Chris try Monaco tool company that’s where we got our block machining tools
I'll look them up for future reference. Thanks!
Unfortunately hub city in aberdeen closed down a few years ago. I'm sure they're made in a different location now.
I called the guy and bought them last year. He makes them for Reliance is what he told me.
Chris: if you have a chance to MAKE a new 310 block - What kind of sleeves would you use? Sleeveless or wet sleeve or dry sleeve 😊 Thank you
That's a good question. I like the dry sleeve for less chance of leaking coolant into the oil, but I feel the heat transfer is better with a wet sleeve. Between that and being able to clean the block up better, I think I'd stay with the wet sleeve. If I was going to redesign anything, it would be the connecting rods. A bigger top that would allow for a thicker wrist pin bushing would be a good start.
How many engines do you supposed you have rebuilt in your life? You do know your stuff.
Probably not as many as most would think. I'd say around a dozen. I helped with quite a few prior to doing them myself. Experience is a great teacher.
"Hands should do it." Hahahaha. Generous is key. How about Vaseline? It's grease. But had to wait for the right goo. Fun video. Eaglegards...

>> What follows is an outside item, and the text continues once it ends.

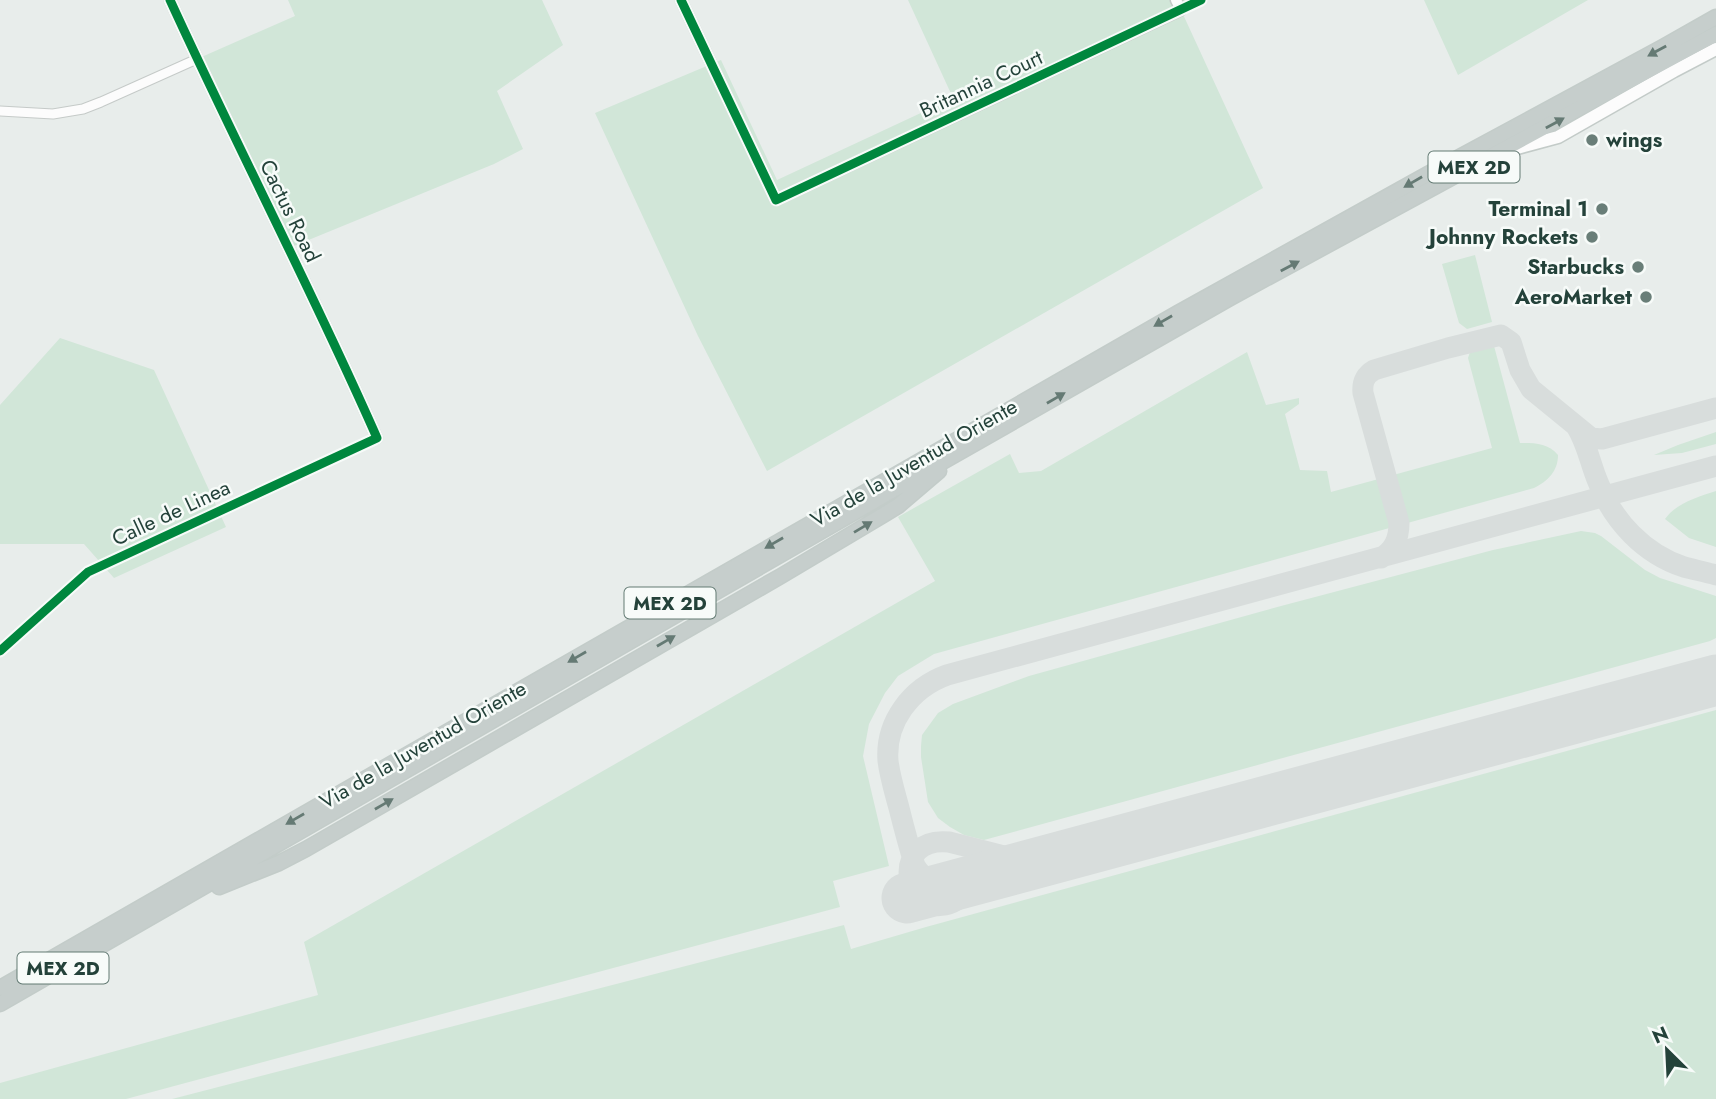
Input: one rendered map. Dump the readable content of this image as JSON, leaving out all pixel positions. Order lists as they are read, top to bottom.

That's what she said. 😆 🤣 😂
I don't see where I can send a photo. I have a few tips to share with you. But a photo would make it more clear.
Hpocachris@gmail.com
Great video Chris. I love your mechanical videos.
I sent you an email.
Bailey
Do you have a video of rebuilding perkins 354 out of a white 2-105?
Sorry, I don't
Wouldn’t vasciline work for o ring lube? I recall watching mechanics use it
I've heard of some using it. I've also heard of oring failures from the wrong lube reacting with the rubber. Personally, I'll spend the money for the good stuff and hopefully get it right the first time.
Would a motorized deburring tool put a chamfer on the edge.
Possibly. Something like a dremel
Think there was almost some rooster sounds! 🤣🤣🤣.
I better move the swear jar to the workshop.
The machine shop bored the block for the block saver sleeves??? Then said they couldn't chamfere the block sleeve combination??? If I understood you correctly, l'm calling BS and finding a new shop.
It seems like there should be a way, but I'm no machinist either.
Great video. This is Eli. Someone hacked into my email and deleted all my stuff! I think even my TH-cam channel!
Dang! My daughter got 3 days off school the week before Thanksgiving because the district got hit by ransomware.
@@ThatOliverGuyChris it is not fun. I got an email 2 weeks ago saying I had to give them my card number or they would delete my account. Now I got to go through a whole presses with google
Good luck!
👍👍👍👍👍👍👍
Put those sleeves in the freezer.
I guess I should have watched the whole video before the freezer comment lol
Not that it makes that much difference and you seem to like real facts about things, it is definitely more than 23 grams to an ounce, actually 28.35 grams = 1 ounce.
My memory is slipping. You're right, I've got enough for another engine now!